▶ [SUPPLIED MATERIAL]:
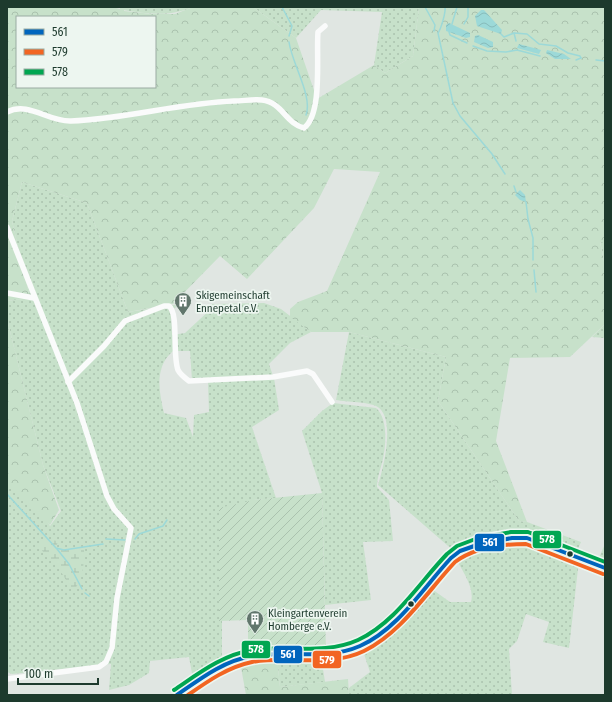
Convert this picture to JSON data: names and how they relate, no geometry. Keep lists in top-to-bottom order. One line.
{"places":{"building":["Skigemeinschaft Ennepetal e.V.","Kleingartenverein Homberge e.V."]},"lines":["transit line 578","transit line 561","transit line 579"],"legend":["561","579","578"],"scale_bar":"100 m"}
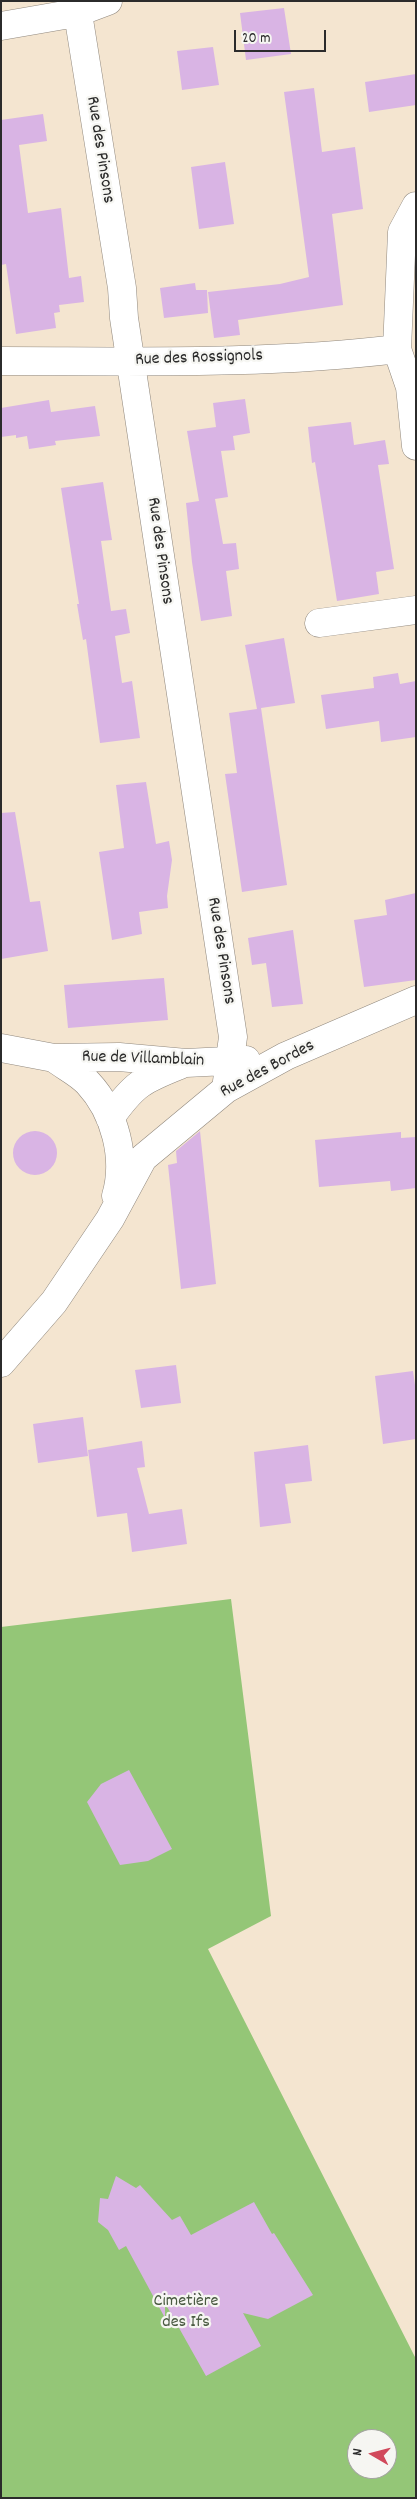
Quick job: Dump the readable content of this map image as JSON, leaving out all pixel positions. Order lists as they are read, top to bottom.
{
  "streets": {
    "street": [
      "Rue des Pinsons",
      "Rue des Rossignols",
      "Rue de Villamblain",
      "Rue des Bordes"
    ]
  },
  "crossings": [
    ["Rue des Pinsons", "Rue des Rossignols"],
    ["Rue des Pinsons", "Rue de Villamblain"],
    ["Rue des Pinsons", "Rue des Bordes"],
    ["Rue de Villamblain", "Rue des Bordes"]
  ],
  "parks": ["Cimetière des Ifs"],
  "scale_bar": "20 m",
  "north": "left"
}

▶ [WHAT THE TASK ASKS]: Please output only the lines from the one holding "Quick job: Dump" to the end of the records, first and last included, exactly as they appear.

▶ [OUTPUT FOR THIS EXERCISE]:
Quick job: Dump the readable content of this map image as JSON, leaving out all pixel positions. Order lists as they are read, top to bottom.
{
  "streets": {
    "street": [
      "Rue des Pinsons",
      "Rue des Rossignols",
      "Rue de Villamblain",
      "Rue des Bordes"
    ]
  },
  "crossings": [
    ["Rue des Pinsons", "Rue des Rossignols"],
    ["Rue des Pinsons", "Rue de Villamblain"],
    ["Rue des Pinsons", "Rue des Bordes"],
    ["Rue de Villamblain", "Rue des Bordes"]
  ],
  "parks": ["Cimetière des Ifs"],
  "scale_bar": "20 m",
  "north": "left"
}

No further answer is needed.